*ACTIVITY*:
Extract the data exactly, missing nothing.

####

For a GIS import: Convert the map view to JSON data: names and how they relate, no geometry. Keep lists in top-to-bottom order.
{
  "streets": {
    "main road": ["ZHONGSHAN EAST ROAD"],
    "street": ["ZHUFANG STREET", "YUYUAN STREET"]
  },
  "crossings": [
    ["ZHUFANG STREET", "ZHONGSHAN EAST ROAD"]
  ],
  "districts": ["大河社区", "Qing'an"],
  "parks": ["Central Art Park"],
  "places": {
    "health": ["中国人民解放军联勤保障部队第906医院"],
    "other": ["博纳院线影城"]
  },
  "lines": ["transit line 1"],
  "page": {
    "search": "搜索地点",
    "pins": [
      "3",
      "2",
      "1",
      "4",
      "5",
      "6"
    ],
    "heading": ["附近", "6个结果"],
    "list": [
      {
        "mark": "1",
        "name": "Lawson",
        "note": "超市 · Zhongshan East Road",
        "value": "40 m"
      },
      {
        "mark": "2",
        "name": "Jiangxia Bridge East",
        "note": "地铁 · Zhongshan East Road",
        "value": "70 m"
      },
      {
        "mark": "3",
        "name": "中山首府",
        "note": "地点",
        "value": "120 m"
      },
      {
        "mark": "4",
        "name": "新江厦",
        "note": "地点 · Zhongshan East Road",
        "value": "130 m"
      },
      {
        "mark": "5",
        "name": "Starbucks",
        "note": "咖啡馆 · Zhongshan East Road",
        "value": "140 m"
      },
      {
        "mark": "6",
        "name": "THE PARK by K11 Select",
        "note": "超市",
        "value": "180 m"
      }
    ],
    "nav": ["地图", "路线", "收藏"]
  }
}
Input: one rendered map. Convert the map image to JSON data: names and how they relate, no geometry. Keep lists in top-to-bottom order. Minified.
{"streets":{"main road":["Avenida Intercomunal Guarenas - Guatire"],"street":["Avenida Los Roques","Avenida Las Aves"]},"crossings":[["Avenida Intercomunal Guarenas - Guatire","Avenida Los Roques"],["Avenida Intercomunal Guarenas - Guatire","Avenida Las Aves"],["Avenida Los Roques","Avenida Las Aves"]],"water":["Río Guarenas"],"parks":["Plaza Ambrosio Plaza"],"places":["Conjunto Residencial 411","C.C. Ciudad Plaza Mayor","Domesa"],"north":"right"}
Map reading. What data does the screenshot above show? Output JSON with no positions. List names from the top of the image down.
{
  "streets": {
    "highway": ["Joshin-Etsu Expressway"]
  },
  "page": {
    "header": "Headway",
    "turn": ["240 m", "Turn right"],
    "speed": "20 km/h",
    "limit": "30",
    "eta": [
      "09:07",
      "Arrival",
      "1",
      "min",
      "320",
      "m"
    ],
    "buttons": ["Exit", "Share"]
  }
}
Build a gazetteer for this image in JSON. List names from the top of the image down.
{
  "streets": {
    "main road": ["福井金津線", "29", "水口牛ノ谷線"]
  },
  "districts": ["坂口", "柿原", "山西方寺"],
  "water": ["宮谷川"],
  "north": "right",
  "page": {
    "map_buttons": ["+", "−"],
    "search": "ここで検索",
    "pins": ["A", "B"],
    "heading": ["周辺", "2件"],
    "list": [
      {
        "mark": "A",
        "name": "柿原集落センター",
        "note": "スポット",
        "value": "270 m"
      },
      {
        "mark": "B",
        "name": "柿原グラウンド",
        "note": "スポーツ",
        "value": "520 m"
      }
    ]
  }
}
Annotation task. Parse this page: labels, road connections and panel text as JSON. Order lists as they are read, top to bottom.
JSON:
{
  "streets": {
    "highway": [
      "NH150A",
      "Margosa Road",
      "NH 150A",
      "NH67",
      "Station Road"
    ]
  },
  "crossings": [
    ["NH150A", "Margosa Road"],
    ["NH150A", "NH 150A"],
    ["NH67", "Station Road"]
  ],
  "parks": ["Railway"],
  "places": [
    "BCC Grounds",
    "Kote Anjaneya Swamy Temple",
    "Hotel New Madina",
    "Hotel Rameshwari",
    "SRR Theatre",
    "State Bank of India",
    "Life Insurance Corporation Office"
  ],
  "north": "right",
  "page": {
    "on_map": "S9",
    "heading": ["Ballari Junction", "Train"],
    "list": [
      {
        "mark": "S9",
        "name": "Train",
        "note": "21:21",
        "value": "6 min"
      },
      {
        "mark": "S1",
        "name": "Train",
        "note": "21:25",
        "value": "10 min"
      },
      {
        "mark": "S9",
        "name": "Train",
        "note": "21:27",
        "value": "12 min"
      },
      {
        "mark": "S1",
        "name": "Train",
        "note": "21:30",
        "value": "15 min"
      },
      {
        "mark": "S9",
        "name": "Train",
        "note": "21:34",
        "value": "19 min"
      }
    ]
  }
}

####

*REPLY*:
For a GIS import: Convert the map view to JSON data: names and how they relate, no geometry. Keep lists in top-to-bottom order.
{
  "streets": {
    "main road": ["ZHONGSHAN EAST ROAD"],
    "street": ["ZHUFANG STREET", "YUYUAN STREET"]
  },
  "crossings": [
    ["ZHUFANG STREET", "ZHONGSHAN EAST ROAD"]
  ],
  "districts": ["大河社区", "Qing'an"],
  "parks": ["Central Art Park"],
  "places": {
    "health": ["中国人民解放军联勤保障部队第906医院"],
    "other": ["博纳院线影城"]
  },
  "lines": ["transit line 1"],
  "page": {
    "search": "搜索地点",
    "pins": [
      "3",
      "2",
      "1",
      "4",
      "5",
      "6"
    ],
    "heading": ["附近", "6个结果"],
    "list": [
      {
        "mark": "1",
        "name": "Lawson",
        "note": "超市 · Zhongshan East Road",
        "value": "40 m"
      },
      {
        "mark": "2",
        "name": "Jiangxia Bridge East",
        "note": "地铁 · Zhongshan East Road",
        "value": "70 m"
      },
      {
        "mark": "3",
        "name": "中山首府",
        "note": "地点",
        "value": "120 m"
      },
      {
        "mark": "4",
        "name": "新江厦",
        "note": "地点 · Zhongshan East Road",
        "value": "130 m"
      },
      {
        "mark": "5",
        "name": "Starbucks",
        "note": "咖啡馆 · Zhongshan East Road",
        "value": "140 m"
      },
      {
        "mark": "6",
        "name": "THE PARK by K11 Select",
        "note": "超市",
        "value": "180 m"
      }
    ],
    "nav": ["地图", "路线", "收藏"]
  }
}
Input: one rendered map. Convert the map image to JSON data: names and how they relate, no geometry. Keep lists in top-to-bottom order. Minified.
{"streets":{"main road":["Avenida Intercomunal Guarenas - Guatire"],"street":["Avenida Los Roques","Avenida Las Aves"]},"crossings":[["Avenida Intercomunal Guarenas - Guatire","Avenida Los Roques"],["Avenida Intercomunal Guarenas - Guatire","Avenida Las Aves"],["Avenida Los Roques","Avenida Las Aves"]],"water":["Río Guarenas"],"parks":["Plaza Ambrosio Plaza"],"places":["Conjunto Residencial 411","C.C. Ciudad Plaza Mayor","Domesa"],"north":"right"}
Map reading. What data does the screenshot above show? Output JSON with no positions. List names from the top of the image down.
{
  "streets": {
    "highway": ["Joshin-Etsu Expressway"]
  },
  "page": {
    "header": "Headway",
    "turn": ["240 m", "Turn right"],
    "speed": "20 km/h",
    "limit": "30",
    "eta": [
      "09:07",
      "Arrival",
      "1",
      "min",
      "320",
      "m"
    ],
    "buttons": ["Exit", "Share"]
  }
}
Build a gazetteer for this image in JSON. List names from the top of the image down.
{
  "streets": {
    "main road": ["福井金津線", "29", "水口牛ノ谷線"]
  },
  "districts": ["坂口", "柿原", "山西方寺"],
  "water": ["宮谷川"],
  "north": "right",
  "page": {
    "map_buttons": ["+", "−"],
    "search": "ここで検索",
    "pins": ["A", "B"],
    "heading": ["周辺", "2件"],
    "list": [
      {
        "mark": "A",
        "name": "柿原集落センター",
        "note": "スポット",
        "value": "270 m"
      },
      {
        "mark": "B",
        "name": "柿原グラウンド",
        "note": "スポーツ",
        "value": "520 m"
      }
    ]
  }
}
Annotation task. Parse this page: labels, road connections and panel text as JSON. Order lists as they are read, top to bottom.
JSON:
{
  "streets": {
    "highway": [
      "NH150A",
      "Margosa Road",
      "NH 150A",
      "NH67",
      "Station Road"
    ]
  },
  "crossings": [
    ["NH150A", "Margosa Road"],
    ["NH150A", "NH 150A"],
    ["NH67", "Station Road"]
  ],
  "parks": ["Railway"],
  "places": [
    "BCC Grounds",
    "Kote Anjaneya Swamy Temple",
    "Hotel New Madina",
    "Hotel Rameshwari",
    "SRR Theatre",
    "State Bank of India",
    "Life Insurance Corporation Office"
  ],
  "north": "right",
  "page": {
    "on_map": "S9",
    "heading": ["Ballari Junction", "Train"],
    "list": [
      {
        "mark": "S9",
        "name": "Train",
        "note": "21:21",
        "value": "6 min"
      },
      {
        "mark": "S1",
        "name": "Train",
        "note": "21:25",
        "value": "10 min"
      },
      {
        "mark": "S9",
        "name": "Train",
        "note": "21:27",
        "value": "12 min"
      },
      {
        "mark": "S1",
        "name": "Train",
        "note": "21:30",
        "value": "15 min"
      },
      {
        "mark": "S9",
        "name": "Train",
        "note": "21:34",
        "value": "19 min"
      }
    ]
  }
}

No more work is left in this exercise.